Cumhuriyetin temelinde Türk Milliyetçiliği vardır. Buna soldan da sağdan da saldırı gelir. Solun her cinsinden değil, sağın da her cinsinden değil. İkisinin de kozmopolit olanından. Sovyetler Birliği varken milliyetçiliğe saldıran onun ideolojisiydi. O sona erdi. Yakın zamana kadar bu sefer Siyasî İslamcılık ateş açtı. Kavmiyetçilik dendi, kafatasçılık dendi, şimdilerde unutturulmaya çalışılıyor ama ayaklar altına alınmışlığı da vardır.

Türkçülük: ırk atlarda olur

Bu saldırılar durmaz. Çünkü emperyalist emeller durmaz. Ne 9 Eylül’le sona erdiler ne de Sevr son Sevr teşebbüsüydü. Marksist İskoç Siyaset Bilimci Tom Nairn’in dediği gibi, “Milliyetçiliğe muhalefet, eski veya yeni bir emperyalizmi savunmak demektir” ve maalesef emperyalizm bitmiyor, bitirilemiyor. İngiliz’i bitse Rus’u, o bitse Amerikan’ı, Çin’i başlıyor.

Burada bunlarla uğraşmayacağım. Belki iyi niyetle yapanlar da vardır diye iki yanlışı düzeltmeye çalışacağım.

Bir: Türkçülük, ırkçılık demek değildir. Bir fikrin ne olduğu önce onun babasına sorulur. “Türkçülük” diyen çok fikir adamımız vardır ama Türkçülüğün Esasları‘nı yazan bir tanedir ve adı da Ziya Gökalp’tir. Atatürk’ün, “Fikirlerimin babası” dediği adam. Gökalp ne diyor: Irk atlarda olur. Bundan açık nasıl söylenir? Kitabın yazıldığı günler, dünyada ırkçılık pek revaçtadır. O yüzden Gökalp, uzun uzun saf ırk olmadığını, Türkçülüğün bir terbiye, bir hars meselesi olduğunu anlatır. Başka ne diyelim? Şunu diyelim: Einstein’in alıntı yaparak, deha ile ahmaklık arasındaki fark, dehanın sınırlarının bulunmasıdır, diyelim. Ancak bazen ahmaklıkla kötü niyeti ayırmak kolay olmuyor.

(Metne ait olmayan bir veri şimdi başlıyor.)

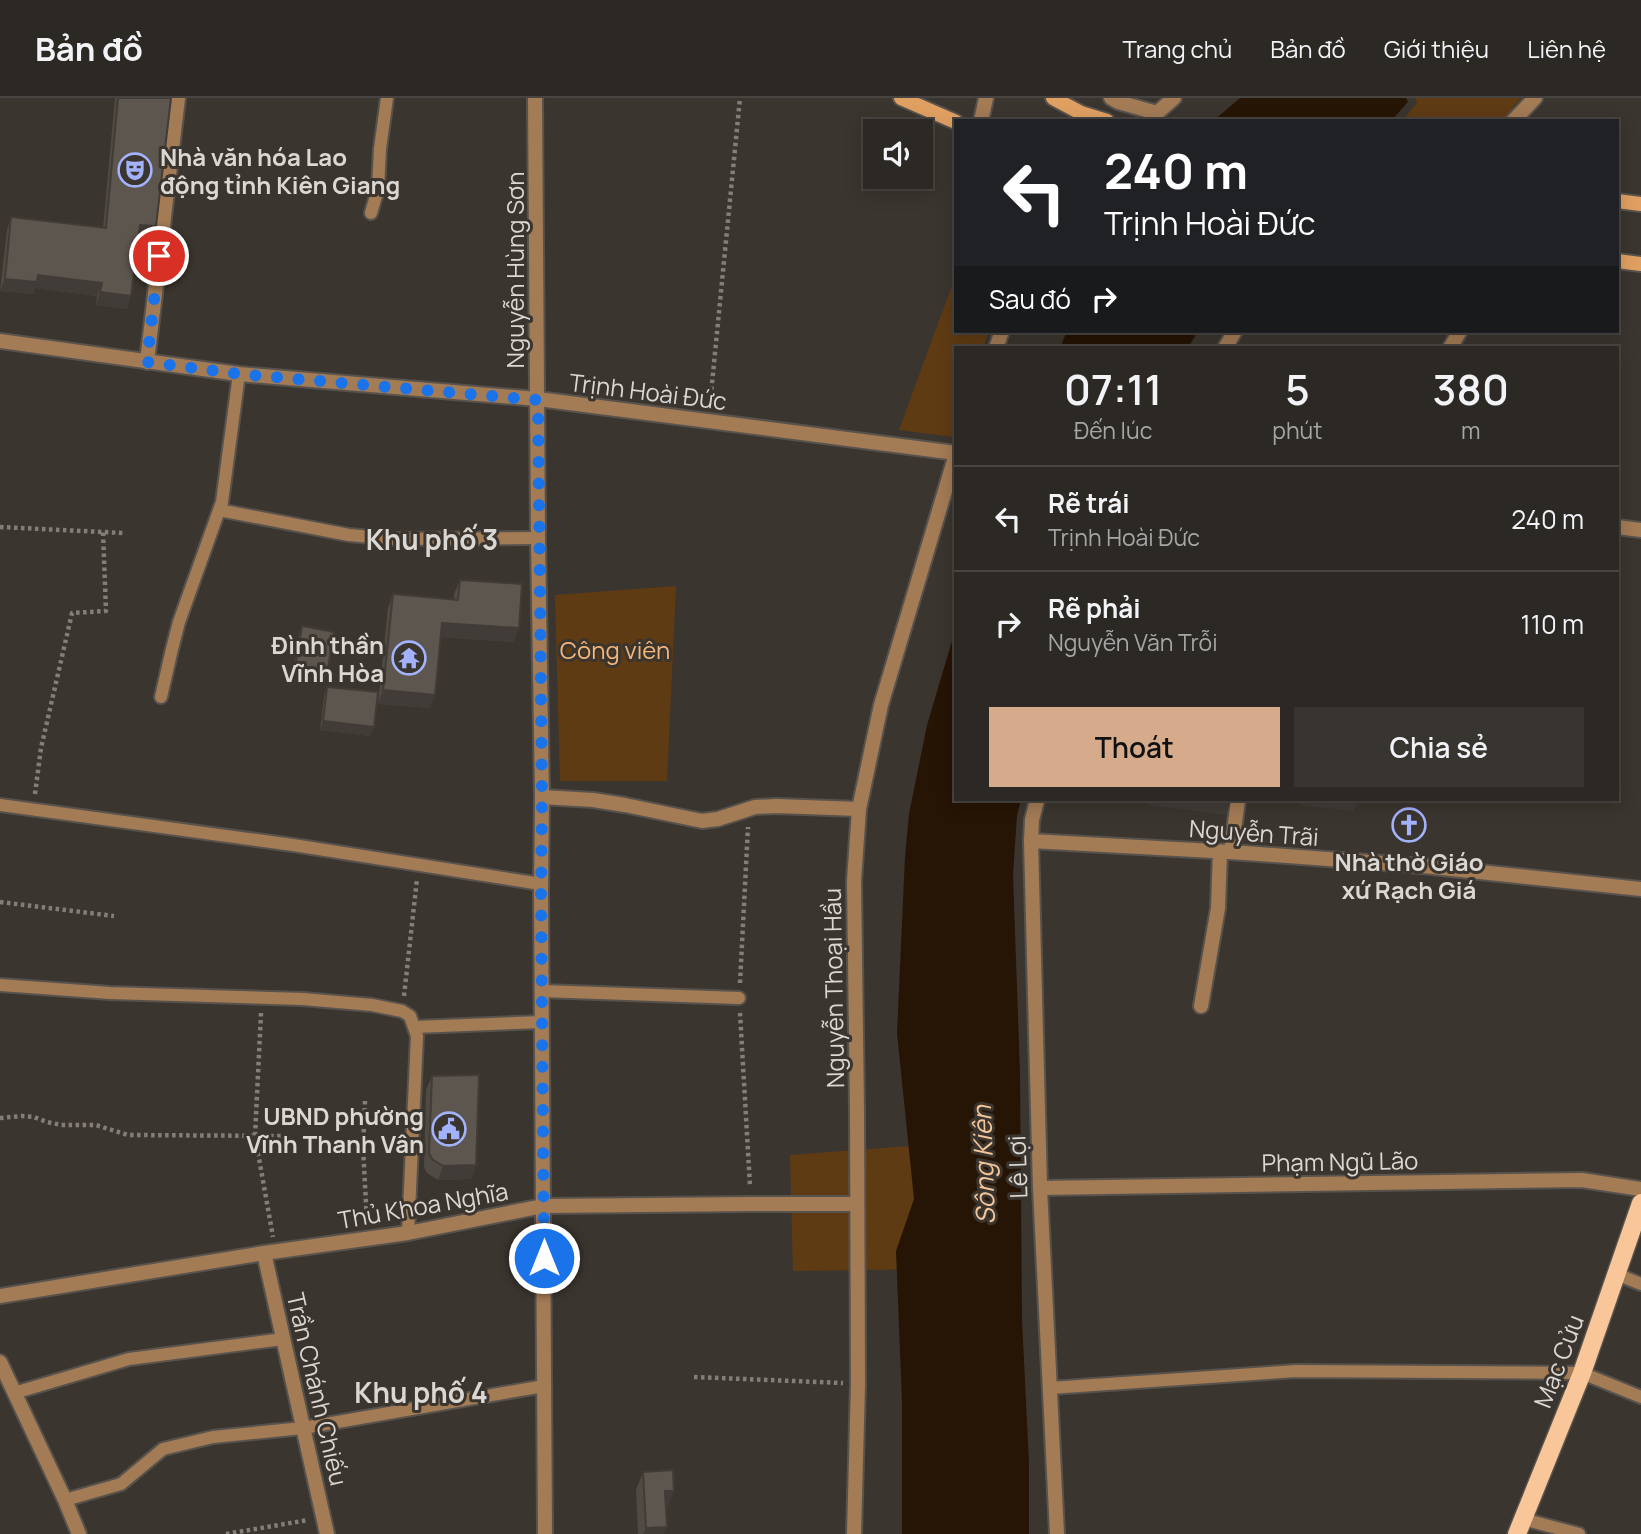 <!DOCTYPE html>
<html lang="vi">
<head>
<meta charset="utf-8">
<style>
  :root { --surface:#2c2823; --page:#383430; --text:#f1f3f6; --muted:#a6a6a6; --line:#484441; --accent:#d6ab8b }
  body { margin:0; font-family:Manrope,sans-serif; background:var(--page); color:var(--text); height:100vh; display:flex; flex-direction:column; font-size:26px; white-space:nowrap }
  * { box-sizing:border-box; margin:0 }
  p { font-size:23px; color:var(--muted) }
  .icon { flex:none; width:38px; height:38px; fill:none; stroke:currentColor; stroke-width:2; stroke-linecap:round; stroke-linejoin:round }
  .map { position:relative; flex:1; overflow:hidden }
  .panel { position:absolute; left:954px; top:248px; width:665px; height:455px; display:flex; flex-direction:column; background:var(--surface); border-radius:0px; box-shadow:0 4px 18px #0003,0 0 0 2px var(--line) }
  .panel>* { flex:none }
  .hud { position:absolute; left:954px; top:21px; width:665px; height:214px; border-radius:0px; box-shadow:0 4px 18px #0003,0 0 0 2px var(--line); background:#202124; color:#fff; overflow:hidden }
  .fabs { position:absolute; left:863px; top:21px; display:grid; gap:14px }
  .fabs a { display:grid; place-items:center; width:70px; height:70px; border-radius:0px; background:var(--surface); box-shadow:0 4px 18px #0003,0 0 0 2px var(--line); font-size:35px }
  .pin { position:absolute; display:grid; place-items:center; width:60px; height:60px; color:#fff; margin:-30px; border:4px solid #fff; border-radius:50%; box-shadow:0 2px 7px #0007 }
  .me { position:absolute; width:77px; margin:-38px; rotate:0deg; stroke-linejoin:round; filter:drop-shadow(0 0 5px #0008) }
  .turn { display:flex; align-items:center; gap:24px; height:147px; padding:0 35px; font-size:32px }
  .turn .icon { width:91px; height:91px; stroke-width:2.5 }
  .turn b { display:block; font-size:49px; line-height:60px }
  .then { display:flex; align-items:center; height:66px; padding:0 35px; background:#0003; gap:14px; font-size:26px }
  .eta { display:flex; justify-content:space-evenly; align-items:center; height:119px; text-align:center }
  .eta b { font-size:42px; font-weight:600; line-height:49px }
  .action { display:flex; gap:14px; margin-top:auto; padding:14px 35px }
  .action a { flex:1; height:80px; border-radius:0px; background:var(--accent); color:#111; font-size:28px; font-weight:600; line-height:80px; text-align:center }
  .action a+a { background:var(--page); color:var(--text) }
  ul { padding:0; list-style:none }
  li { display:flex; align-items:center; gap:21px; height:105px; padding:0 35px; border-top:2px solid var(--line) }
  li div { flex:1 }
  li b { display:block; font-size:26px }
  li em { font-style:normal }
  header { display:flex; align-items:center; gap:42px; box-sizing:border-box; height:98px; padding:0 35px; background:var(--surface); border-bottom:2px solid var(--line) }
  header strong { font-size:33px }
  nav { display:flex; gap:38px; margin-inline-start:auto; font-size:24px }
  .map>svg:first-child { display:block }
  .green { fill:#5f3b14 }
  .water { fill:#261404 }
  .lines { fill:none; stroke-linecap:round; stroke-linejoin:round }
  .service-casing { stroke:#58524d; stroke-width:16 }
  .minor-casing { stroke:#58524d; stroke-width:18 }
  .tertiary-casing { stroke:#58524d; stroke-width:18 }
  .secondary-casing { stroke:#58524d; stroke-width:18 }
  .primary-casing { stroke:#58524d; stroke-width:21 }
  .path { stroke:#837e79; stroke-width:4.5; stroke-dasharray:3.5 3.5; stroke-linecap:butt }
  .service { stroke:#a37b55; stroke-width:12 }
  .minor { stroke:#a37b55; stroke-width:14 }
  .tertiary { stroke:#a37b55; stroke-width:14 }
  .secondary { stroke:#e0a062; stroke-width:14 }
  .primary { stroke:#f8c698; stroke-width:18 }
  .wall { fill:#504a44 }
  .shaded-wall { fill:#413c37 }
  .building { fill:#5d564f; stroke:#413c37; stroke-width:2 }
  .route { stroke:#1a73e8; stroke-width:12; stroke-dasharray:0 21.6 }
  .labels { text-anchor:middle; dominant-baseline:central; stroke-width:6; stroke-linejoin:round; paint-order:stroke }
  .poi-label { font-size:24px; font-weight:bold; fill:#dbd7d3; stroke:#3b352f; text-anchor:end }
  .street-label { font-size:24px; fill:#dbd7d3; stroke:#3b352f }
  .park-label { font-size:24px; fill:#f4b67a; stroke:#3b352f }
  .water-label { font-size:26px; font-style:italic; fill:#f4c599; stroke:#3b352f }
  .quarter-label { font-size:28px; font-weight:bold; fill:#dbd7d3; stroke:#3b352f }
</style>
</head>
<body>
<header>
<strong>Bản đồ</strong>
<nav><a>Trang chủ</a><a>Bản đồ</a><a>Giới thiệu</a><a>Liên hệ</a></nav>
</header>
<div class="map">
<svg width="1641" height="1436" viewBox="0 0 1641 1436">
  <rect width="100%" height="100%" fill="#3b352f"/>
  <path class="green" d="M 1415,0 L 1521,0 L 1514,8 L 1505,23 L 1402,23 L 1417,5 Z
    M 955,179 L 956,233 L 989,233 L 983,250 L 956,250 L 956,331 L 953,339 L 899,332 Z
    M 676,488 L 667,683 L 560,683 L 555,497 Z
    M 937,1046 L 931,1171 L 793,1173 L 790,1057 Z"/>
  <path class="water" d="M 1240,0 L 1406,0 L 1408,4 L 1391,23 L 1213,23 Z
    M 1067,233 L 1198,233 L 1188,250 L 1060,250 Z
    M 955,533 L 956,702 L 1021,702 L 1017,717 L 1013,777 L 1020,975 L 1022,1222 L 1029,1365 L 1029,1436 L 902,1436 L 902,1303 L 896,1153 L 914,1101 L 897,935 L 905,759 L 909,716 L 927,627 Z"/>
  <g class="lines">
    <defs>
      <path id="service" d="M 371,115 L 378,91 L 380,51 L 387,0
        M 219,412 L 349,437 L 393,441 L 538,440
        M 161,599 L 172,551 L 179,524 L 222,404 L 239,276
        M 0,707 L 293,747 L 541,786
        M 0,887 L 110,895 L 303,901 L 372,907 L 402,913 L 410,918 L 417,938 L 408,1135
        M 542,893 L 739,900
        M 415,929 L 542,924
        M 1616,1176 L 1641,1186
        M 1050,1290 L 1296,1273 L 1582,1275 L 1641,1299
        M 14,1295 L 129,1261 L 283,1241
        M 65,1402 L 121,1386 L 163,1351 L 213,1339 L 303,1330 L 544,1288
        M 1523,1421 L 1579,1436"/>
      <path id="minor" d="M 1111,0 L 1118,4 L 1157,15 L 1174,0
        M 981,23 L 986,0
        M 1513,23 L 1535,0
        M 0,243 L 239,276 L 538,301 L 956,355
        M 1450,250 L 1460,233
        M 147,264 L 178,0
        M 1617,429 L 1641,432
        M 542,699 L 593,702 L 625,707 L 702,723 L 718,721 L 755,709 L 776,708 L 859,711
        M 1031,743 L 1231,754 L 1423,768 L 1641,791
        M 1231,754 L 1238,702
        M 1201,908 L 1218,810 L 1220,754
        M 1040,1090 L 1582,1082 L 1641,1091
        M 264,1155 L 327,1436
        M 0,1198 L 264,1155 L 408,1135 L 543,1108 L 751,1106 L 857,1106"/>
      <path id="tertiary" d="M 535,0 L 538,440 L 542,699 L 541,795 L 545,1436
        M 996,250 L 1002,233
        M 1225,250 L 1235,233
        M 1037,702 L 1032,722 L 1031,743 L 1040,1090 L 1057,1436
        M 0,1264 L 65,1402 L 79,1436
        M 854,1436 L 858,1286 L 857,1012 L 854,783 L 859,711 L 881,607 L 956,356"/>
      <path id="secondary" d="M 901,0 L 956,24
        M 1053,0 L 1081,15 L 1107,23
        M 1617,103 L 1641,106
        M 1617,163 L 1641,166"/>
      <path id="primary" d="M 1517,1436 L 1582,1275 L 1641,1105"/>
    </defs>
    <use href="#service" class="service-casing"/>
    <use href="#minor" class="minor-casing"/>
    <use href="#tertiary" class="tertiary-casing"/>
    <use href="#secondary" class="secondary-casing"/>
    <use href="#primary" class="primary-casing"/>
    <path class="path" d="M 710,306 L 740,0
      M 0,429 L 123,435
      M 35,696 L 41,650 L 72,515 L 106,513 L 103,434
      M 0,804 L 114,818
      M 740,885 L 748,729
      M 404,898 L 417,781
      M 261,915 L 255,1038 L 273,1139
      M 740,915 L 750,1088
      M 365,1003 L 363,1049 L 367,1124
      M 0,1020 L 22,1018 L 34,1019 L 47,1024 L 61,1027 L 96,1027 L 128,1037 L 291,1038
      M 694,1279 L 843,1285
      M 226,1436 L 308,1422"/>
    <use href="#service" class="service"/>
    <use href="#minor" class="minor"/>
    <use href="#tertiary" class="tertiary"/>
    <use href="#secondary" class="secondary"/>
    <use href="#primary" class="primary"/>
  </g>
  <path class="wall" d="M 115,0 L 171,0 L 156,128 L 152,141 L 139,140 L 127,211 L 96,207 L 97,198 L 35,190 L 33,196 L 0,193 L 7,132 L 11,119 L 103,130 Z
    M 460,482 L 514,544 L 441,539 L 435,597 L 430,610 L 378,606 L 388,510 L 393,496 L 454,501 L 454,496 Z
    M 302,528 L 327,576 L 323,585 L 292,580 L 299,537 Z
    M 327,589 L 370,638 L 320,632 L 324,598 Z
    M 432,978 L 476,1067 L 471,1081 L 438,1082 L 427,1075 L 424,1069 L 426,992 Z
    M 643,1374 L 667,1411 L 666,1411 L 664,1436 L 638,1436 L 636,1392 Z"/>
  <path class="shaded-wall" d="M 140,127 L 156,128 L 152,141 L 136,139 Z
    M 38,177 L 102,185 L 97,198 L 35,190 L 33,196 L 0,193 L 5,181 Z
    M 100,194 L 131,198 L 127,211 L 96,207 Z
    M 442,525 L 519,530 L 514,544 L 437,539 Z
    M 383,592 L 435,597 L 430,610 L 378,606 Z
    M 323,623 L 374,629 L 370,638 L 320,632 Z
    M 1151,702 L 1218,702 L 1231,703 L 1226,717 L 1149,707 Z
    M 1301,702 L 1358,702 L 1354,713 L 1300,707 Z
    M 476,1067 L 471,1081 L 438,1082 L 443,1068 Z
    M 665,1393 L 674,1393 L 667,1411 L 659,1412 Z
    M 667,1429 L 664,1436 L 643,1436 L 646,1430 Z"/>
  <path class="building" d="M 118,0 L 171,0 L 156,128 L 140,127 L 131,198 L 100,194 L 102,185 L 38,177 L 37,184 L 5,181 L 11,119 L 106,130 Z
    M 460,482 L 522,486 L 519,530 L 442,525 L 435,597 L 383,592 L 393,496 L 458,502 Z
    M 302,528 L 334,534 L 327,576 L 295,570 Z
    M 327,589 L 378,594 L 374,629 L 323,623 Z
    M 479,977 L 476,1067 L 443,1068 L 432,1061 L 429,1055 L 432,978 Z
    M 673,1372 L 674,1393 L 665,1393 L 667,1429 L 646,1430 L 643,1374 Z"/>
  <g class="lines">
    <path class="route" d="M 159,158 L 147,264 L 239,276 L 538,302 L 542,699 L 541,795 L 544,1160"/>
  </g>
  <defs>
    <symbol id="theatre-ring" viewBox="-11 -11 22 22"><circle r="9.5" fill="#3b352f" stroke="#a2b2fd" stroke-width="1.5"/><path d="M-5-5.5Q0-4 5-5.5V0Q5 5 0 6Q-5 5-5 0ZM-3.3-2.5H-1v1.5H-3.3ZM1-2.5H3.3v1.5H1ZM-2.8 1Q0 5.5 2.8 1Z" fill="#a2b2fd"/></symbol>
    <symbol id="temple-ring" viewBox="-11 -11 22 22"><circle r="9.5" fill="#3b352f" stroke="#a2b2fd" stroke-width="1.5"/><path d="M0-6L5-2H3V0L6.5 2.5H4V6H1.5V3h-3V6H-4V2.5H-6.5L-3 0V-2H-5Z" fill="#a2b2fd"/></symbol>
    <symbol id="church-ring" viewBox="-11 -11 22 22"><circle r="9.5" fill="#3b352f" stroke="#a2b2fd" stroke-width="1.5"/><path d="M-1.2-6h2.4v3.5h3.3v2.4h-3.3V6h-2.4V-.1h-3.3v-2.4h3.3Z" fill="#a2b2fd"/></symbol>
    <symbol id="civic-ring" viewBox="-11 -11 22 22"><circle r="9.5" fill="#3b352f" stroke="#a2b2fd" stroke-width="1.5"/><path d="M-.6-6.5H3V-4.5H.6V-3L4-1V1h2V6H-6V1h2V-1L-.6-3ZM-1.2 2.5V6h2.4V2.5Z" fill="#a2b2fd"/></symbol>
  </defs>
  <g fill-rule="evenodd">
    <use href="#theatre-ring" x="116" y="53" width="38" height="38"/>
    <use href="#temple-ring" x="390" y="541" width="38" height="38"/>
    <use href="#church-ring" x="1390" y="708" width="38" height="38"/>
    <use href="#civic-ring" x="430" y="1012" width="38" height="38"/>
  </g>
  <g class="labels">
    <g class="poi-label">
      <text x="160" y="58" text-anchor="start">Nhà văn hóa Lao<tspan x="160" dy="28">động tỉnh Kiên Giang</tspan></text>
      <text x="384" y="546">Đình thần<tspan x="384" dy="28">Vĩnh Hòa</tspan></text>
      <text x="1409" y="763" text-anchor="middle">Nhà thờ Giáo<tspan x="1409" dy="28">xứ Rạch Giá</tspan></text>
      <text x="424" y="1017">UBND phường<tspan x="424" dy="28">Vĩnh Thanh Vân</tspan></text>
    </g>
    <g class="street-label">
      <text transform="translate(514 172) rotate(-90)">Nguyễn Hùng Sơn</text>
      <text transform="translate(648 293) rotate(7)">Trịnh Hoài Đức</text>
      <text transform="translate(1254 734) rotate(4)">Nguyễn Trãi</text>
      <text transform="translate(833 890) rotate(-91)">Nguyễn Thoại Hầu</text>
      <text transform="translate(1340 1063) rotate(-1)">Phạm Ngũ Lão</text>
      <text transform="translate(1017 1069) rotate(-92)">Lê Lợi</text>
      <text transform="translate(423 1107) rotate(-10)">Thủ Khoa Nghĩa</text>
      <text transform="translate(1558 1263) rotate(-69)">Mạc Cửu</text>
      <text transform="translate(318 1291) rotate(77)">Trần Chánh Chiếu</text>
    </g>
    <g class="park-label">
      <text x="615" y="551">Công viên</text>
    </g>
    <g class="water-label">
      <text transform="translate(983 1067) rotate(-92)">Sông Kiên</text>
    </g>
    <g class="quarter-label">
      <text x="432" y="441">Khu phố 3</text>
      <text x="421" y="1294">Khu phố 4</text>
    </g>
  </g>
</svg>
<div class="fabs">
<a><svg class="icon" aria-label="sound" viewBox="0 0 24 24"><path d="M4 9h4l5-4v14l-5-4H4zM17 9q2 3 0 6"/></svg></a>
</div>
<div class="pin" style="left:159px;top:158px;background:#d93025"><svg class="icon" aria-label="arrive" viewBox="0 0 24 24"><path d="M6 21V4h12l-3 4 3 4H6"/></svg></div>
<svg class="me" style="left:544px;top:1160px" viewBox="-20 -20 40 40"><circle r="17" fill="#1a73e8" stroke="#fff" stroke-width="3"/><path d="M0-11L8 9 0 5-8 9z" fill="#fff"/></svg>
<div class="hud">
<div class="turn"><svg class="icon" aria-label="left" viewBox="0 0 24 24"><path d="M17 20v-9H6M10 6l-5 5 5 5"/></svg><div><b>240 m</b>Trịnh Hoài Đức</div></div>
<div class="then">Sau đó<svg class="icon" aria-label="right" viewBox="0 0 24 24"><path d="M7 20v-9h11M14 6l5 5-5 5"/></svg></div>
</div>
<section class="panel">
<div class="eta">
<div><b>07:11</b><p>Đến lúc</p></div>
<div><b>5</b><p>phút</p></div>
<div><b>380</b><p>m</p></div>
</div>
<ul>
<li><svg class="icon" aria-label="left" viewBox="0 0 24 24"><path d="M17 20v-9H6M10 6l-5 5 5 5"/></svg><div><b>Rẽ trái</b><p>Trịnh Hoài Đức</p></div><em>240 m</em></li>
<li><svg class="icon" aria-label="right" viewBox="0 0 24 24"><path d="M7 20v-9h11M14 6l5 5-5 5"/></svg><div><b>Rẽ phải</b><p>Nguyễn Văn Trỗi</p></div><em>110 m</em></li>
</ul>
<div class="action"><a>Thoát</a><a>Chia sẻ</a></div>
</section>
</div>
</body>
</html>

Bir Marksist milliyetçi: Benedict Anderson

Bir başka Marksistten, kitabının ismi bizde yanlış tercüme edilen Benedict Anderson’dan bahsetmek istiyorum: Hayal Edilen Cemaatler yerine Hayalî Cemaatler. Ve kozmopolit sol, bunu, milletin gerçek değil, hayali olduğunu söylüyor diye satmaya çalıştı. Kitabı okumadan tabi. Tercüman ve yayınevi okumuştur ümit ederim! Bakınız dostlarım, “imagined” hayal edilmiş, hayal edilen demektir. Hayalî olsaydı “imaginary” olurdu. Ama Azerbaycan ağzında denildiği gibi, “enteldir, yazıktır”. Şimdi o kitaptan alıntı yapacağım:

İlerici kozmopolit entelektüelin (daha ziyade Avru­pa’da mı?) milliyetçiliğin neredeyse hastalıklı karakteri, Öteki’ne yönelik korku ve nefreti ve ırkçılıkla yakınlığı üzerinde ısrar ettiği çağımızda, milletlerin sevgi, hatta derin ve fedakârca sevgi ilham ettiklerini insanlara hatır­latmamız gerekir. Milliyetçiliğin kültür ürünleri —şiir, edebiyat, müzik, plastik sanatlar— bu sevgiyi binlerce farklı biçimde ve üslupta gösterir. Hâlbuki korku ve iğ­renme ifade eden milliyetçi ürünler pek enderdir.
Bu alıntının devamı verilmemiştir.